I enjoyed Lord’s first novel, Redemption in Indigo, which was set in Africa, much more than this even though it was more of a fantasy rather than the straightforward SF of The Galaxy Game.

Pedant’s corner:- directed a student (at a student,) “‘are you in love with Rafi,'” (question mark rather than comma,) “he was staring a collection of shapes, colours and textures that coalesced … under the identity Naraldi,” (staring at a collection,) “a handful of Uplanders were (a handful was,) a skilled team who knows (team who know,) must have showed (shown,) practise (practice? practise is USian?) “anything that the worlds ….. has seen (have seen,) mentions an ice-bound world that nevertheless has a stable and favourable atmosphere (what produces the oxygen that makes it breathable? On our world it is plants and photosynthetic algae. Is that going to be true for an ice-covered world?) “She quickly reached in and detached the upper casing from their pod.” (Only one person was in the pod; so his, not their,) by slight increase in gravity (by a slight increase,) hovercrafts (hovercraft’s plural is hovercraft,) “according whatever terms were agreeable to us” (according to whatever terms) tumbling out thin air (out of thin air,) paid with their pilots lives (pilots’.)
Plus points for the “fewer” in “fewer drugs and less malaise” though.

Goodbye 2012

I don’t usually do end of year round-ups – mostly because most folk write theirs before Christmas and that offends my sensibilities. The year ends on 31st Dec, not before.
Whatever, I looked through all the fiction books I read this year and found twelve that stood out. In order of reading they were:-

PfITZ by Andrew Crumey
Zoo City by Lauren Beukes
The Master and Margarita by Mikhail Bulgakov
The Song of Achilles by Madeline Miller
The Kings of Eternity by Eric Brown
the Tiger’s Wife by Téa Obreht
And The Land Lay Still by James Robertson
The Museum of Innocence by Orhan Pamuk
Redemption in Indigo by Karen Lord
New Model Army by Adam Roberts
Galileo’s Dream by Kim Stanley Robinson
D’Alembert’s Principle by Andrew Crumey

That’s four by women and eight by men, which is a pretty high strike rate for the distaff side compared to my fiction reading as a whole, 12:45 – is that shockingly low or a reflection of publishing? Four were SF, eight not; though that ratio alters if you count the fantastical – the Lord, the Obreht, the Bulgakov, and the Crumeys which feature stories from a city made up within one of the two. Only the Robertson and the Pamuk lie wholly within the realm of the naturalistic.
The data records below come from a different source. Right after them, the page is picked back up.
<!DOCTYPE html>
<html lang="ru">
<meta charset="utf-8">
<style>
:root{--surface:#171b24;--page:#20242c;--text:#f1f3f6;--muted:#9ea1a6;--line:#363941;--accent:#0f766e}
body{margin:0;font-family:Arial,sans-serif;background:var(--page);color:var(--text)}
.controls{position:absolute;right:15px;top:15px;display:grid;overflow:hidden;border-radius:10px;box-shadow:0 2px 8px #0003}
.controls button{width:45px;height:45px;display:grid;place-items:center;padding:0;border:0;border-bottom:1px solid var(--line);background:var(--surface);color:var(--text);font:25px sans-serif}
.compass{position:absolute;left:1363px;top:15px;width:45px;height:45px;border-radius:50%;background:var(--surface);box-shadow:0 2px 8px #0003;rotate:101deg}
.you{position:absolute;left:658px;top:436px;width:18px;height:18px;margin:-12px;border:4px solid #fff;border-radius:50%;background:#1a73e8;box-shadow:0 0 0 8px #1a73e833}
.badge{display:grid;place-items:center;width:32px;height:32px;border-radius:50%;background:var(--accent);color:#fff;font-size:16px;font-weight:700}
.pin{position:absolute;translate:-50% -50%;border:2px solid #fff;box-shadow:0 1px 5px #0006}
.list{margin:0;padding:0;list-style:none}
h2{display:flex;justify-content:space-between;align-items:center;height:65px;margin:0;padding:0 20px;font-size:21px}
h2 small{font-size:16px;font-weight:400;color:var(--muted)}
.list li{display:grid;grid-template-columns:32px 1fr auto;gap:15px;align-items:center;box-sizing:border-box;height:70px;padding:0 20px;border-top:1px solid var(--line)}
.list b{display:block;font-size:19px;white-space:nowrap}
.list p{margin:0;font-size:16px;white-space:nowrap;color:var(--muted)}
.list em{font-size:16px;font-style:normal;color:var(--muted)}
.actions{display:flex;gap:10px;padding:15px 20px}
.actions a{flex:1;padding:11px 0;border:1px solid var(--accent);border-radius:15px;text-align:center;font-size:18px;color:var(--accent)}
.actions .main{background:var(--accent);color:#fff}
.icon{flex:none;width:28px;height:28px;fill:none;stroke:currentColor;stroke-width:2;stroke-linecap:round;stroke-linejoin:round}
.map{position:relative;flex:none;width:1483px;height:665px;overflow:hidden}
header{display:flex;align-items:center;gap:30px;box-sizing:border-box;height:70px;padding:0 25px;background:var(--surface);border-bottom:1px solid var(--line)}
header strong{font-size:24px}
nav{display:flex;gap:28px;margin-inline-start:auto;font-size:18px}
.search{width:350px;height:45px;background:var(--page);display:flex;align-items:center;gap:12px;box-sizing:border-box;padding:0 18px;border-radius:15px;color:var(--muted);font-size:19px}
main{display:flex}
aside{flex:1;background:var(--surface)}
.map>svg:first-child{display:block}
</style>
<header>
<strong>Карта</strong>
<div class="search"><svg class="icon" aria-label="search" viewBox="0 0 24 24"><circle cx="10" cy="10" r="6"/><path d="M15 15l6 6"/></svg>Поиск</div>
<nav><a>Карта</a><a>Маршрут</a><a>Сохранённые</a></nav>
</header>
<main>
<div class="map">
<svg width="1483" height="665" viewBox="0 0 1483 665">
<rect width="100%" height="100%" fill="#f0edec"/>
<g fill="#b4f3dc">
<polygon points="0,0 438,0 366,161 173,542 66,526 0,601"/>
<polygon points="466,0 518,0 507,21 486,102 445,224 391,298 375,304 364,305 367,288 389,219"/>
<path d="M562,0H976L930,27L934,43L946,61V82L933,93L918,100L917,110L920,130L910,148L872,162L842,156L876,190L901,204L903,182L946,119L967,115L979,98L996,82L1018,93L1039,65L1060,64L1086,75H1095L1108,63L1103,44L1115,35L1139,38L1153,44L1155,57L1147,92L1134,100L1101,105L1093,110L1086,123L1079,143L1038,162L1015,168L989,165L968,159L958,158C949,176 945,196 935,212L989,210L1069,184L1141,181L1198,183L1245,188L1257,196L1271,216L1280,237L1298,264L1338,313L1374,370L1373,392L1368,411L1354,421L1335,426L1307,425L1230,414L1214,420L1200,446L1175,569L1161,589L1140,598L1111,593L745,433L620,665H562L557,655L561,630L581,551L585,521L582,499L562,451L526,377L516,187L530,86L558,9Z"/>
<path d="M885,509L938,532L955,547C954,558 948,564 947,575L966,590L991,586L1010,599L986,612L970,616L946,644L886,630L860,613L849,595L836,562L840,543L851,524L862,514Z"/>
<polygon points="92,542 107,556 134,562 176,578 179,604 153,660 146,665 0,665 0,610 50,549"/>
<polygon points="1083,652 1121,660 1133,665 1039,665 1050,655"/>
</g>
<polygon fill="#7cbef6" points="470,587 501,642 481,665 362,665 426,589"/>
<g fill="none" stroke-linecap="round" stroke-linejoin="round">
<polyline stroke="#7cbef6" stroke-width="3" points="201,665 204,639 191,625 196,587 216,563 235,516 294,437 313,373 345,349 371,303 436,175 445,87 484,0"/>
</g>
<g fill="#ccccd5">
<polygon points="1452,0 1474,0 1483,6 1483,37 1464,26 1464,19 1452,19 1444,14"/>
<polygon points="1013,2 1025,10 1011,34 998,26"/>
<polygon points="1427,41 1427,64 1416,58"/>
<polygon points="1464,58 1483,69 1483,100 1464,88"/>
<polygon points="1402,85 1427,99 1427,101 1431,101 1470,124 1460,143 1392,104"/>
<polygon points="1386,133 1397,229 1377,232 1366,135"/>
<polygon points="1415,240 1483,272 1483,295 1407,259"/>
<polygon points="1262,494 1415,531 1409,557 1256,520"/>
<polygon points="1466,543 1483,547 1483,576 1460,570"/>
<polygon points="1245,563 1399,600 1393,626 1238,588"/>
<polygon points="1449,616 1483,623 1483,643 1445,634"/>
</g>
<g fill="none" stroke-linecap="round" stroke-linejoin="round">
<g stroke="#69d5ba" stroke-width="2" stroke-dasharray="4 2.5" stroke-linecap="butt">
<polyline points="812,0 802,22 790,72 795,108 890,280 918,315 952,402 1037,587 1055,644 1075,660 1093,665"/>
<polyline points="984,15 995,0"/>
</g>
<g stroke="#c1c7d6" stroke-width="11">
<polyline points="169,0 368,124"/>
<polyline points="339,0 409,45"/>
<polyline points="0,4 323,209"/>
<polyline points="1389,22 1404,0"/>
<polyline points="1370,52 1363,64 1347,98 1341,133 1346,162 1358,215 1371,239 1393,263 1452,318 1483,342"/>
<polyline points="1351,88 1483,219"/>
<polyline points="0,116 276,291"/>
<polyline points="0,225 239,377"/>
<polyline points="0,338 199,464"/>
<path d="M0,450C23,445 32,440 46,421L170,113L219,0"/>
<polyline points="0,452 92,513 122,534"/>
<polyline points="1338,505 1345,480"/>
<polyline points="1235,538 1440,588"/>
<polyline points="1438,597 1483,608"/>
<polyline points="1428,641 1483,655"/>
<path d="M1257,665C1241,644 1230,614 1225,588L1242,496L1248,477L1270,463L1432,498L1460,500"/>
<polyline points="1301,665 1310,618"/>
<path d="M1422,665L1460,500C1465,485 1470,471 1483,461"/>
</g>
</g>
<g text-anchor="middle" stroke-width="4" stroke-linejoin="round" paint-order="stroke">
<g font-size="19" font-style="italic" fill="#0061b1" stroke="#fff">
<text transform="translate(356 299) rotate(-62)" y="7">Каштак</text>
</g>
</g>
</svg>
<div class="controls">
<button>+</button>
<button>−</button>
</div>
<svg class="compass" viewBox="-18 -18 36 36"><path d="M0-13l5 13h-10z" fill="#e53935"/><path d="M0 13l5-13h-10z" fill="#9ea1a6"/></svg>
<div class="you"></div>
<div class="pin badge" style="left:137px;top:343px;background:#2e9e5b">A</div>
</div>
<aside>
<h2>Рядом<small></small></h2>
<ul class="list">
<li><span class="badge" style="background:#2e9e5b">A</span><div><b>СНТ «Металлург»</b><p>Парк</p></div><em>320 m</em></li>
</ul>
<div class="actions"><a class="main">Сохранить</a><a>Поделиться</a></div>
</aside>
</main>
I don’t propose to rank the twelve in any way.

Redemption In Indigo by Karen Lord

Jo Fletcher Books, 2010, 280p.

 Redemption in Indigo cover

Lord is a Barbadian with a background in Science, English language and Sociology. Out of that she has produced a very readable, literarily aware, fable apparently based on a Senegalese folk-tale.

The narrative takes place in an unspecified country which feels more African than Caribbean. The main character, Paama, a marvellous cook, has left her gluttonous husband and gone back to her parents’ house. When he tries to win her back all sorts of misfortunes befall him due to his shortcomings. Mixed in with this tale is the gift to Paama from the spirits known as djombi of a Chaos Stick which has the effect of making improbable events less so, of enabling unlikely occurrences. There is one mention of quantum fluctuations but it is no more than a sop to a possible scientific explanation. For this is a universe where insects can talk and other-worldly beings like the djombi, twisters and baccou are unremarkable, or at least accepted. A certain djombi, deprived of some of his powers by the others, seeks out Paama to take the Stick and thereby regain them.

A title like Redemption in Indigo does rather suggest someone will undergo a transformation and this indeed takes place but to reveal of whom and why would be a spoiler.
Lord at times knowingly addresses the reader (the tale telling tradition embodied in the book implies a hearer could be the intended audience) or otherwise demonstrates she is in charge of the story she is telling thus lending the novel a literary air.

However you read it, Redemption in Indigo is a fine modern fable.